Павел Алфимов: Да, и так далее. Эти эмоции являются важной частью нашей жизни в динамике. Они позволяют нам учиться, развиваться. Особенно они важны у детишек, у растущих маленьких приматов, но и у нас с Вами, у взрослых людей, они не менее важны. Приведу один короткий пример из зоологии. 

Представим себе одну эмоцию, а именно, страх, очень важную для выживания нас, как вида. Страх позволил нам долгие миллионы лет спасаться от хищников. Как правило, это были крупные кошачьи, в основном тигры и львы. Давайте представим себе две маленькие обезьянки. Они сидят у подножья баобаба в африканской саванне где-то, допустим, 3 миллиона лет назад. Одна из них спокойная, она практикует дзен, сидит и грызёт банан. Другая обезьяна встревожена, она в страхе. Она в страхе, не может найти себе место, у неё поднята шерсть, у неё оскалены зубы, она всматривается, елозя на месте, в зелёную траву, пытается в различных оттенках зелёного углядеть хвост какого-нибудь гепарда. Как Вы думаете, кто из этих обезьянок останется в живых сегодня вечером?

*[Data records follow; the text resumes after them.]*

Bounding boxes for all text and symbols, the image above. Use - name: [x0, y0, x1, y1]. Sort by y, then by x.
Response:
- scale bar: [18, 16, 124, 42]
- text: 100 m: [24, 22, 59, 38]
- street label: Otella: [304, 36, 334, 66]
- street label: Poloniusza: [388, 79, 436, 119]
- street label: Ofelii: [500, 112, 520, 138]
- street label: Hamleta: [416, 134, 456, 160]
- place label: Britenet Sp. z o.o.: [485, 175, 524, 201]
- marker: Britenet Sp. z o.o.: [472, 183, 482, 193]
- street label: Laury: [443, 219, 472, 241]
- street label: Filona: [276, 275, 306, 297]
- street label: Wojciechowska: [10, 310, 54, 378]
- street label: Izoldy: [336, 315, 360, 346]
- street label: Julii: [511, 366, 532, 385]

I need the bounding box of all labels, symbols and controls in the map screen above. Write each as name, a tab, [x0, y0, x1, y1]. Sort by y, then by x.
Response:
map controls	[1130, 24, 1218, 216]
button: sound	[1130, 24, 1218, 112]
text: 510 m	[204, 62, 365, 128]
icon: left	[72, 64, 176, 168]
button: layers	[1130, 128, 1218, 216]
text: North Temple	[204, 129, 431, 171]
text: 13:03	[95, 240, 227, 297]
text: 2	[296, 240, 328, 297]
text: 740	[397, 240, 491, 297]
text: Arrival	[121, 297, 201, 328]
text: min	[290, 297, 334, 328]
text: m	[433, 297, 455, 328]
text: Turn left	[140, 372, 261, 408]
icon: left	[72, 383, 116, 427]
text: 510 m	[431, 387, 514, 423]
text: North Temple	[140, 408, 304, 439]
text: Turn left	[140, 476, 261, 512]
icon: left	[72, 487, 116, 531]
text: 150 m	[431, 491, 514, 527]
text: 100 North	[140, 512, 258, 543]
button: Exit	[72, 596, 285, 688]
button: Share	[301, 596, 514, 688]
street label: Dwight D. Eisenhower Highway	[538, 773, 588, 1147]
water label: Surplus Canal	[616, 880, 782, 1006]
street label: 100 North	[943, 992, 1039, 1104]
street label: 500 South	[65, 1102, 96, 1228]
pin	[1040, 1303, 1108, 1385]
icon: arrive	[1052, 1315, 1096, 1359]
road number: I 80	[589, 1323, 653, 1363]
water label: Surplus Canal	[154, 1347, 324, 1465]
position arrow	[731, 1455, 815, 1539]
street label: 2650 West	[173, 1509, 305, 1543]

Виктория Читлова:  Наверное, которая в тонусе, правильно?

Павел Алфимов: Да, именно, и таким образом предрасположенность к эмоции страха закрепляется из поколения в поколение. 

Виктория Читлова: То есть как говорил Ролло Мэй и многие экзистенциальные психологи, философы, тревога – это определение современности, в том числе. Она нам нужна, чтобы мы ориентировались в быстрорастущем энергичном мире. Когда я работаю со своими клиентами, я очень часто привожу этот пример, что, вообще, плохое настроение и тревожность, как правило, помогают человеку, получив опыт, стать более стрессоустойчивыми. Личностный рост, личная зрелость более формируется, и привожу ещё пример с утюгом. Когда человек впервые в жизни обожжется о горячий утюг, то он на всю жизнь запоминает, что горячее трогать нельзя. Смысл в этой терапевтической метафоре – то же самое говорит нам наша психика. Когда человек тревожится, или он в плохом настроении, то это сигнал о том, что нужно разобраться в себе, что-то понять, сориентироваться в ситуации, как-то более серьёзно и конструктивно посмотреть на неё и принять наиболее оптимальное решение. Согласны, Павел?
Павел Алфимов: Полностью согласен и хочу добавить, что тревога бывает адаптивная. Та, которая нам помогает развиваться. Бывает дезадаптивная тревога, это уже симптом, расстройство психики, тревожно-фобического состояния, депрессии, панического расстройства и других. Как раз дезадаптивная, неконтролируемая тревога, является мишенью для психотерапии и для психофармакотерапии, назначения лекарств.

 

Виктория Читлова: Давайте, мы разберём на примере панических атак. Во-первых, мы хотели бы немного обсудить нейроморфологические, анатомические образования в головном мозгу, я имею в виду центры, и может быть, вопросы биохимии, но очень вкратце, в основном, смысл, механизм. 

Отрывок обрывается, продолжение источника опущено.